The CDN now services 500,000 sites and keeps on growing

Sep 13, 2012 13:28 GMT  ·  By

CloudFlare, a two-year-old company, is taking the web by storm and it's doing without anyone actually noticing. Sure, insiders know all about CloudFlare or if they don't they sure will, but the public has no clue what it is and what it does, even though they may be using it without even knowing.

And that's actually a good thing, CloudFlare is an infrastructure company, it's designed to keep websites running in an attack or when problems occur and it's supposed to do it without anyone noticing it.

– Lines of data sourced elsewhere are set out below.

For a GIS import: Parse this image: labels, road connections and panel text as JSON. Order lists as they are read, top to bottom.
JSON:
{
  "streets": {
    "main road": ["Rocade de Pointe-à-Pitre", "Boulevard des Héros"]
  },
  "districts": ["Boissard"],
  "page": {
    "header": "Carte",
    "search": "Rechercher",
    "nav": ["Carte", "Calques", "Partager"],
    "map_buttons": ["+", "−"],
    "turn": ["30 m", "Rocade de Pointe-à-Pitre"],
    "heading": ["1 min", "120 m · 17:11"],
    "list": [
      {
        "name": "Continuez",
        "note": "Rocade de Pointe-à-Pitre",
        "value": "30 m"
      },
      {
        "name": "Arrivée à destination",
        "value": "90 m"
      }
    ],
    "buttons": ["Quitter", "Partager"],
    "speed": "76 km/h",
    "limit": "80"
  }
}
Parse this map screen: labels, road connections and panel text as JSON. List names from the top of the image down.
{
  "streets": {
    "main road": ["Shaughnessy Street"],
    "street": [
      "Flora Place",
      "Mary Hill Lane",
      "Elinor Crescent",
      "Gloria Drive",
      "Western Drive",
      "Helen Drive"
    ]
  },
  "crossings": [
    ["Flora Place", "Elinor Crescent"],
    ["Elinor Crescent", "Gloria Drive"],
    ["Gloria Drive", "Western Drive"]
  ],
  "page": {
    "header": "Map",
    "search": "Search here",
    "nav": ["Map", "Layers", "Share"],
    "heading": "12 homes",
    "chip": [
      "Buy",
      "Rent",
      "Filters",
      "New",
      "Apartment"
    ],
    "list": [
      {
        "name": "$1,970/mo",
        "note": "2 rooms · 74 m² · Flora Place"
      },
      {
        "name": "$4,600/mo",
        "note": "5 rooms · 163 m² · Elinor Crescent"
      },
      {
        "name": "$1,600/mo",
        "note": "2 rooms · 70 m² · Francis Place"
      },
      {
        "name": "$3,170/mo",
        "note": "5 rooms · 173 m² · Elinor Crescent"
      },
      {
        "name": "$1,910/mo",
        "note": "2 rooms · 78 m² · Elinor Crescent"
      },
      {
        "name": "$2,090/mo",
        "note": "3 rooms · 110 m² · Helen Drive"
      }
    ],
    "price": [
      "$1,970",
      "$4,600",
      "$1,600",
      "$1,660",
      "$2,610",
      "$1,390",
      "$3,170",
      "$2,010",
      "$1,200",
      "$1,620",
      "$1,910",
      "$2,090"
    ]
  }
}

Add to that the fact that the company doesn't have or need a sales team or any sort of marketing and it's easy to understand how it's staying under the radar.

Meanwhile, it now handles more traffic than some of the biggest websites on the planet and serves enough people to be in the top 10, if it were a stand-alone site.

At this point, again, two years since it got going, it serves 70 billion, with a 'b', pageviews every month. And it does it for 600 million people, each and every month. By now it has served half a trillion pageviews.

Granted, with 500,000 websites now using the service, these kinds of numbers aren't that impressive. But they're still big, any way you look at it.

CloudFlare is a content delivery network at heart, but a key function is also improving security by distributing the resources used by a site in the cloud.

It's technology is constantly used by sites to avert DDoS attacks since its infrastructure is more than able to absorb huge amounts of traffic and also by using too many IPs to be targeted by a DDoS attack. At the same time, distributing resources across many machines across the world has the benefit of speeding up access to a site, as with any CDN.